- **Source material**
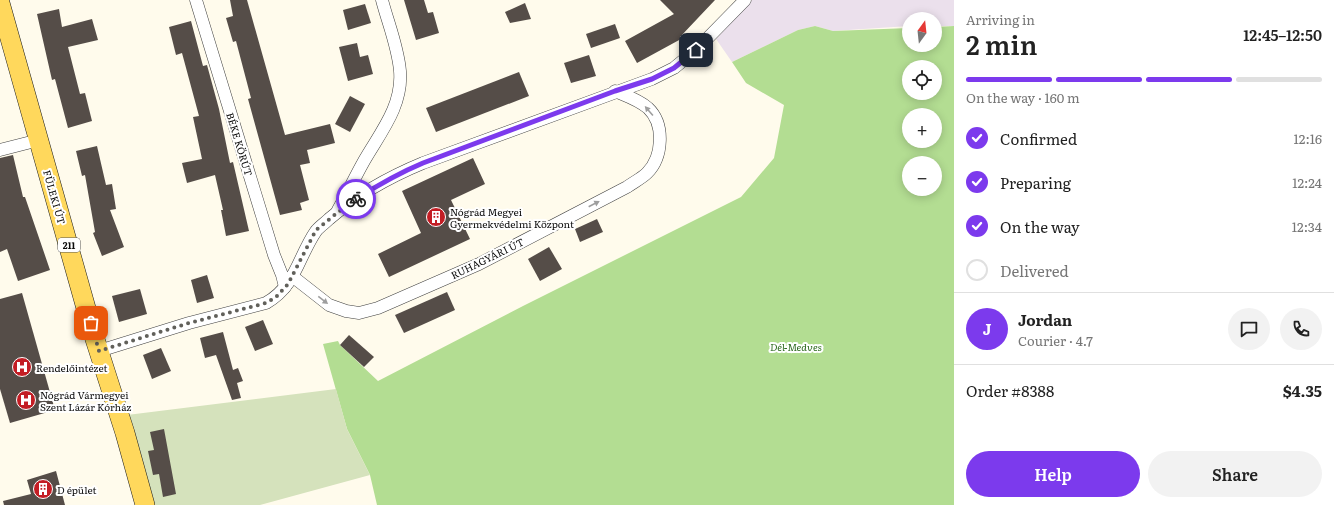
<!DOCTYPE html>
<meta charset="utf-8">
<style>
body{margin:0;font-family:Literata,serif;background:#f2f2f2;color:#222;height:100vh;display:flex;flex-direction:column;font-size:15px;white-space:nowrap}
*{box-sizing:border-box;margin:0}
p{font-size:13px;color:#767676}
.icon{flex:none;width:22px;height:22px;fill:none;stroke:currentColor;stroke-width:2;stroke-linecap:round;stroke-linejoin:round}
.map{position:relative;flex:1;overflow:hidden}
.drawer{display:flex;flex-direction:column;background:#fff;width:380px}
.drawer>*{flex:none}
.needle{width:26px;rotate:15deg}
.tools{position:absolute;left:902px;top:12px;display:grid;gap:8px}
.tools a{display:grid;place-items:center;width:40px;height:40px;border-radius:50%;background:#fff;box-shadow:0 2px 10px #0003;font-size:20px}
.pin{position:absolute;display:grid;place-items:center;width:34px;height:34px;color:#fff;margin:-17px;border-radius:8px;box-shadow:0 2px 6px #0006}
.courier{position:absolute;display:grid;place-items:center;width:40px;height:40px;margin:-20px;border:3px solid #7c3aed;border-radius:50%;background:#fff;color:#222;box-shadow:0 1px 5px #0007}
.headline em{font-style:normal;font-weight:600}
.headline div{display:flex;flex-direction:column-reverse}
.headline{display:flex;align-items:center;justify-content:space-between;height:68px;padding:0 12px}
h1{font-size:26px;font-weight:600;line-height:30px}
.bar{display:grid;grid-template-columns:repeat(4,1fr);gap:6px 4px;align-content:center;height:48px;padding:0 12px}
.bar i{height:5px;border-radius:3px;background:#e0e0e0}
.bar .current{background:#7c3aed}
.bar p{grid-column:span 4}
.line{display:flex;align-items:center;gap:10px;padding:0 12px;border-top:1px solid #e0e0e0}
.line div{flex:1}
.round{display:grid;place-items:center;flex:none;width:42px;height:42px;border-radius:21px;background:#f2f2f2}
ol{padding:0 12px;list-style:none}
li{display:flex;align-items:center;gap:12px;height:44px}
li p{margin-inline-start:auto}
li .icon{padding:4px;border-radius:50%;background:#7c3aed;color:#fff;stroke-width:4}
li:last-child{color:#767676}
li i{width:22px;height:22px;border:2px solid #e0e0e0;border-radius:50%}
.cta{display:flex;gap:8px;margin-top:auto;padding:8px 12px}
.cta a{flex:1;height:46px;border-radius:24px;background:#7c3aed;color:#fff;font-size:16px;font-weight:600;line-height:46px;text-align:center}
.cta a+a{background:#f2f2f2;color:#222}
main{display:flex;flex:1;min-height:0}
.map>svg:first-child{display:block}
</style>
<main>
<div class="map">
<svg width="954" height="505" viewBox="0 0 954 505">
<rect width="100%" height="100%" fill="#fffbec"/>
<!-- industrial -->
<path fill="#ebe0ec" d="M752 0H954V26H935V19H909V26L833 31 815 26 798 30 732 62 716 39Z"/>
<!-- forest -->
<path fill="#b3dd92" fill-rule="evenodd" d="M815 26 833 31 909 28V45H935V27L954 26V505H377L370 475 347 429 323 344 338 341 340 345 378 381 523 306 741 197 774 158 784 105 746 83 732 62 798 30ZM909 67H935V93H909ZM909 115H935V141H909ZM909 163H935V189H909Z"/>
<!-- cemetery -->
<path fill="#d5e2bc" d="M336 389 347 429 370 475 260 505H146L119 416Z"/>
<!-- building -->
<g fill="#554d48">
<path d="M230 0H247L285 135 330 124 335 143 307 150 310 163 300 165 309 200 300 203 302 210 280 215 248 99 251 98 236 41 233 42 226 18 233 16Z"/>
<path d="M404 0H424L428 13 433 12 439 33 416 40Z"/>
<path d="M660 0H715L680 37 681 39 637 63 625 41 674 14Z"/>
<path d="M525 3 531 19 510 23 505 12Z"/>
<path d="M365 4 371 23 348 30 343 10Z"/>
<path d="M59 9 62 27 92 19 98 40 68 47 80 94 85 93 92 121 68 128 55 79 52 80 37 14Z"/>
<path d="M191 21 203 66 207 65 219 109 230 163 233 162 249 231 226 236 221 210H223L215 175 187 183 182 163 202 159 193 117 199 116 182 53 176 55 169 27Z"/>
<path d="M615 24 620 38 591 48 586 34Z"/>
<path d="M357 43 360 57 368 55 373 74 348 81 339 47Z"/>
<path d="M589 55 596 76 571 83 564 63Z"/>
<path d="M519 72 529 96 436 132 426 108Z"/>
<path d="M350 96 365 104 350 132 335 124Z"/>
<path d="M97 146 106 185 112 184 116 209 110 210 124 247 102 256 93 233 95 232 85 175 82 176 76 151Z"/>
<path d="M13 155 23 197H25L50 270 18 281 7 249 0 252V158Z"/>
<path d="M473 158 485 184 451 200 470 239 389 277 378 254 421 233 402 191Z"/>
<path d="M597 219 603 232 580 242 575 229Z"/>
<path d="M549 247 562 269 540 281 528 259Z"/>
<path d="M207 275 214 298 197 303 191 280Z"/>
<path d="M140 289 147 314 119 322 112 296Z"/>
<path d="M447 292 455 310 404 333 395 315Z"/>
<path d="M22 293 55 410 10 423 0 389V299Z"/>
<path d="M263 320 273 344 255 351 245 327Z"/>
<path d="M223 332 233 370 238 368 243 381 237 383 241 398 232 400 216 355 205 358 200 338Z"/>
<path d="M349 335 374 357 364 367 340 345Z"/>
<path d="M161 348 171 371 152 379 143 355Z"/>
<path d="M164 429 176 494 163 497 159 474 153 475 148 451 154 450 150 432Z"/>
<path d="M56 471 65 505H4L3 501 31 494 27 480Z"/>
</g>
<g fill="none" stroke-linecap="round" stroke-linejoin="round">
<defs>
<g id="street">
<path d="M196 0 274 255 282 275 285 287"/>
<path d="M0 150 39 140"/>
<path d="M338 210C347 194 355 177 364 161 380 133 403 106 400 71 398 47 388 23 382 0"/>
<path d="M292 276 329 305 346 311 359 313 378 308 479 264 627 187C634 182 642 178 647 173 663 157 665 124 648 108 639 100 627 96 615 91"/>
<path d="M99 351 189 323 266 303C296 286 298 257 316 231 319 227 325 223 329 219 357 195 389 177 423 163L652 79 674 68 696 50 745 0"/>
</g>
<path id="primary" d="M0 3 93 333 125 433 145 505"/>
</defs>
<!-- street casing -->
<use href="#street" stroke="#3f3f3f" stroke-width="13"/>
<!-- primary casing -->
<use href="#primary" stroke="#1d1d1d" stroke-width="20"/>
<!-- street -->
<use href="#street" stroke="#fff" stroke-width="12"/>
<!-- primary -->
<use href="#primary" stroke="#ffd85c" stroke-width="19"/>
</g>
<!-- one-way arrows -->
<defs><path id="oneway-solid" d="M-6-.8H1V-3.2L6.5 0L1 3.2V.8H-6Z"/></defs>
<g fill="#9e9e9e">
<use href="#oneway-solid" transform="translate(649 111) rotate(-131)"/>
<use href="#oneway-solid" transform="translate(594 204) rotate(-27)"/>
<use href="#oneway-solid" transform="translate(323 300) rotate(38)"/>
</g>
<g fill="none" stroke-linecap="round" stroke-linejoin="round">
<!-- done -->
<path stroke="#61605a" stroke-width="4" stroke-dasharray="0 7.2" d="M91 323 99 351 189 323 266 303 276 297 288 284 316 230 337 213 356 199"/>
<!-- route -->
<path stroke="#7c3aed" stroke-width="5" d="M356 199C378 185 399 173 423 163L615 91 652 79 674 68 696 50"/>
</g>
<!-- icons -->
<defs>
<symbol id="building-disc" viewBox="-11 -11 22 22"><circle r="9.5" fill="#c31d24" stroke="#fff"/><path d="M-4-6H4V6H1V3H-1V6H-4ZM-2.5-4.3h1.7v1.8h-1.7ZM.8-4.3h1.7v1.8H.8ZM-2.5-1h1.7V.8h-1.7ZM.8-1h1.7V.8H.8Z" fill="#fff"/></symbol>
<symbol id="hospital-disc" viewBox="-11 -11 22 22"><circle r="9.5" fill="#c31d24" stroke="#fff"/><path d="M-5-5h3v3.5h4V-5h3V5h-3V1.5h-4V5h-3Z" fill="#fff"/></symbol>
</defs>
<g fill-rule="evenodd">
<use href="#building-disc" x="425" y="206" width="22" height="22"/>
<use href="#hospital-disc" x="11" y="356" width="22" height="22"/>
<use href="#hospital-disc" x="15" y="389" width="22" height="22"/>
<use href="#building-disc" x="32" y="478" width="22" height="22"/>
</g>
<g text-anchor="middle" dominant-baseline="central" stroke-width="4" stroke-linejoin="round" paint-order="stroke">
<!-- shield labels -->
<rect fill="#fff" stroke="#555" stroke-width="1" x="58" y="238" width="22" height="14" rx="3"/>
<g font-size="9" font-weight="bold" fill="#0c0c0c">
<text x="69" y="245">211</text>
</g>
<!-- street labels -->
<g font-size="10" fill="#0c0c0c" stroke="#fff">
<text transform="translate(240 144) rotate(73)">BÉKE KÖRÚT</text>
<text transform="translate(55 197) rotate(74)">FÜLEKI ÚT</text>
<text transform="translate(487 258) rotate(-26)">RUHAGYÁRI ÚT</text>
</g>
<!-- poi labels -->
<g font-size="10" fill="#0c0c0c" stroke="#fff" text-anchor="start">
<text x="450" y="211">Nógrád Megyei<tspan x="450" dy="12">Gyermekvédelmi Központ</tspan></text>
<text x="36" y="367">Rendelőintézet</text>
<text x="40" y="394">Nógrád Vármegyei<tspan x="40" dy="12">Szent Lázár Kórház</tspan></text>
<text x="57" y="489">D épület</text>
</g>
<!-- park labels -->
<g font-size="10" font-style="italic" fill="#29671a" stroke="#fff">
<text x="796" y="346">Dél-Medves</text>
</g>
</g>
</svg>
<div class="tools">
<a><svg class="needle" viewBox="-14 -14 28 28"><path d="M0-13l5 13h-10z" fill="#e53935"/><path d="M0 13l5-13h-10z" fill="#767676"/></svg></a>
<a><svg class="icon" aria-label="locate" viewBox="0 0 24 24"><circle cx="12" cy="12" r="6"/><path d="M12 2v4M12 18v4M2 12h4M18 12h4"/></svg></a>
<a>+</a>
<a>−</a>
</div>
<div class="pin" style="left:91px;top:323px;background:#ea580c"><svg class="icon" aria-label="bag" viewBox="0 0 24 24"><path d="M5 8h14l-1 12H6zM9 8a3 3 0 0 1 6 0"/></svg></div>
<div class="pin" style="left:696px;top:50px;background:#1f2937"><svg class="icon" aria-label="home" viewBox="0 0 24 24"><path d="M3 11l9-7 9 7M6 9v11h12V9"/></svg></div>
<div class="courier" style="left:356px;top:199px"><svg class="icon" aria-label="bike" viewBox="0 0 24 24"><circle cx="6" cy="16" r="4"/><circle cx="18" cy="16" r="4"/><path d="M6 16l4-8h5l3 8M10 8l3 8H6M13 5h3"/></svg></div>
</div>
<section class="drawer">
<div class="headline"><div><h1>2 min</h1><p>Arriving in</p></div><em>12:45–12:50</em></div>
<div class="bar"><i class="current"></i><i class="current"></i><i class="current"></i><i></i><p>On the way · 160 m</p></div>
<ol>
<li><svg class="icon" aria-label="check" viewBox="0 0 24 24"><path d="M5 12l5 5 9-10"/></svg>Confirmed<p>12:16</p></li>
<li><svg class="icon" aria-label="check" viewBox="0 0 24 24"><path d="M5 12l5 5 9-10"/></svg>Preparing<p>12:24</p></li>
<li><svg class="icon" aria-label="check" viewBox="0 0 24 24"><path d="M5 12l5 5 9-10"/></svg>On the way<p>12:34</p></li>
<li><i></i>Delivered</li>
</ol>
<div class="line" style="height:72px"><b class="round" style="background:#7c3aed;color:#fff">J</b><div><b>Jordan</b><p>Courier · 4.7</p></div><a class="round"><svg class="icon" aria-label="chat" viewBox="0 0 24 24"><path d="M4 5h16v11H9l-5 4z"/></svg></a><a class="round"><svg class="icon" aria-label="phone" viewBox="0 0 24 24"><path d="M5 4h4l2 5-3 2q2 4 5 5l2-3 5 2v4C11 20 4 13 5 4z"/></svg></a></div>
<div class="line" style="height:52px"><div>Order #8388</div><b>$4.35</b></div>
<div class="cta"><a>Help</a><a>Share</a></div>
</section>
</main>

- **Task goal**
Check each line in the records for the word "absolute" and say how many have it, with nothing else.

- **Completed task**
3